Problem to work on: Return the count of lines in the following records that include "Сільпо", and nothing more.

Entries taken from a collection
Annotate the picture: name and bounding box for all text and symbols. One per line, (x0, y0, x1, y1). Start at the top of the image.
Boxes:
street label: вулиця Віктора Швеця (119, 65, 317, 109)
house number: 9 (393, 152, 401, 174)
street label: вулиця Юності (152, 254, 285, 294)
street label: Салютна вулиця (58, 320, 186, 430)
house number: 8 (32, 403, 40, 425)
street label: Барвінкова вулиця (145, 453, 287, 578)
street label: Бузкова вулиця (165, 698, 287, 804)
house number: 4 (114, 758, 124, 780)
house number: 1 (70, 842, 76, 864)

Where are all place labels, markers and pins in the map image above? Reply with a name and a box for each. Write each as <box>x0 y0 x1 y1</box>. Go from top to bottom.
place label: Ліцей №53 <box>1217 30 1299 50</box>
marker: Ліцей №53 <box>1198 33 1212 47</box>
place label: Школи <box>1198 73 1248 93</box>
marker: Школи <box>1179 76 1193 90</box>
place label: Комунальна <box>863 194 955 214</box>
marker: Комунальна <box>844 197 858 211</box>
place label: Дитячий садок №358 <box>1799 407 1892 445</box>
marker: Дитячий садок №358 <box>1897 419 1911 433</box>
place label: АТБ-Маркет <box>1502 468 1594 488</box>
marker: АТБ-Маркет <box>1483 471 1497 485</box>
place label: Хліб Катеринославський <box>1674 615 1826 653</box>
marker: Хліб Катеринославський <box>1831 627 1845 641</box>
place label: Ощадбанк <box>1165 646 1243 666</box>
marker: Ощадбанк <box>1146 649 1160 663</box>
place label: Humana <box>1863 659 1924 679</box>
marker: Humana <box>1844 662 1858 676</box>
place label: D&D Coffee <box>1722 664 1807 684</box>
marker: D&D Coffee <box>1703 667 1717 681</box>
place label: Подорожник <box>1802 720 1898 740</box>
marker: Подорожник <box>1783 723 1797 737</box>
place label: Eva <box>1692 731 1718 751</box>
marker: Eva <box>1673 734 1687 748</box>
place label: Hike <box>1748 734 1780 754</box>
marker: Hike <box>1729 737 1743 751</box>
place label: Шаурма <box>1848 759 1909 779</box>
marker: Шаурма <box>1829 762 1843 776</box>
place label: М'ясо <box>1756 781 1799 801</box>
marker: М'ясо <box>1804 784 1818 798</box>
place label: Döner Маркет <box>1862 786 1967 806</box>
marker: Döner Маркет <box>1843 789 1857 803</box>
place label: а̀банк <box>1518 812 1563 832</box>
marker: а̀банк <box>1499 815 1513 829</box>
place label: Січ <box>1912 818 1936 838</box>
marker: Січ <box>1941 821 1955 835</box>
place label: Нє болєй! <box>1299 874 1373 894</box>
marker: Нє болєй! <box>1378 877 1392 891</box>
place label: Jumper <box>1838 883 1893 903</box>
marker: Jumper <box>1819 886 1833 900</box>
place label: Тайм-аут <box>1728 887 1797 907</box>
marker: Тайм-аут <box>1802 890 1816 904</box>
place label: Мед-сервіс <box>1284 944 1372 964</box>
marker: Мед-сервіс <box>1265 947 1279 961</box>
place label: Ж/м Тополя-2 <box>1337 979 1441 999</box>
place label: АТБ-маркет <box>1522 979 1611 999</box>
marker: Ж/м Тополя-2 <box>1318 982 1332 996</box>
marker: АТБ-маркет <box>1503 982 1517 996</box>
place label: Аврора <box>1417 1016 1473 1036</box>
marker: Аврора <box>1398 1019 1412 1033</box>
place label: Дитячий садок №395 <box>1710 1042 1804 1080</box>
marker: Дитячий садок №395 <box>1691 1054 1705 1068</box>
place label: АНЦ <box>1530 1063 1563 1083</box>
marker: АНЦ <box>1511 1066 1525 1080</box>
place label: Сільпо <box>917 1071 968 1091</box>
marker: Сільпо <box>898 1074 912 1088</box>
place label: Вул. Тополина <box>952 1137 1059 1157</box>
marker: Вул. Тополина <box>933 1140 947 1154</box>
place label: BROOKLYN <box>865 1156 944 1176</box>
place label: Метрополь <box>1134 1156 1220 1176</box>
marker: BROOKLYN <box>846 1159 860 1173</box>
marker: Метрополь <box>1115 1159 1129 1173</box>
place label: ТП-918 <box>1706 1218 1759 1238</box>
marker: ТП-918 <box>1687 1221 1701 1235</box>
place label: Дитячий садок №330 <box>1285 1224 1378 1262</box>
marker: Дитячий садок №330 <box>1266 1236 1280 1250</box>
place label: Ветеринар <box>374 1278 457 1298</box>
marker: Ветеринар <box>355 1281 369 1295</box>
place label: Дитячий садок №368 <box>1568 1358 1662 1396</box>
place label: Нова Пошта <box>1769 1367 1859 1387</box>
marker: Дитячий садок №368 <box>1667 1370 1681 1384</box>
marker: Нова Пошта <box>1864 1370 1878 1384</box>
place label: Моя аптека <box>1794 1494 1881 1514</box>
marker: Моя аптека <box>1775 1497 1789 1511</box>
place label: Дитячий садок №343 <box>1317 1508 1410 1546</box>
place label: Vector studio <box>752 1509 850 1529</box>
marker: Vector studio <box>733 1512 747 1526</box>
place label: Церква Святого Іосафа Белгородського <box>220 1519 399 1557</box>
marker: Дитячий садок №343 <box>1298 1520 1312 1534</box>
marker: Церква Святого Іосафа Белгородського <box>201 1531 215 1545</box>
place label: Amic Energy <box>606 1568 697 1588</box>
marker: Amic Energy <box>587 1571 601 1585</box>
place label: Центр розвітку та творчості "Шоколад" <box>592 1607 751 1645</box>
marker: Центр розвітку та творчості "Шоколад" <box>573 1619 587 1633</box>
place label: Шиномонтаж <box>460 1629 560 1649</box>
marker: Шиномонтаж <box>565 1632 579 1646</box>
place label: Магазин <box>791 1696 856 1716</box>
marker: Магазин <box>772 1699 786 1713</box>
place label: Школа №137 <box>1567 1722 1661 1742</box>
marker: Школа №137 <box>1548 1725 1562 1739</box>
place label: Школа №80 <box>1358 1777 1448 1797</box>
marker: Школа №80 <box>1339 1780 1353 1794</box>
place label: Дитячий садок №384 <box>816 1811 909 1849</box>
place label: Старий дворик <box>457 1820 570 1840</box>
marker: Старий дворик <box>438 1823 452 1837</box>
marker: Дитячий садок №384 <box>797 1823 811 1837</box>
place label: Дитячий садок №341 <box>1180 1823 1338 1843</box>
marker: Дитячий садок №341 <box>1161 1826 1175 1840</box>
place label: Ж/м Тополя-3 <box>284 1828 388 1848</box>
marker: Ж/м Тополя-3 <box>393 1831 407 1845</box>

Task answer: 2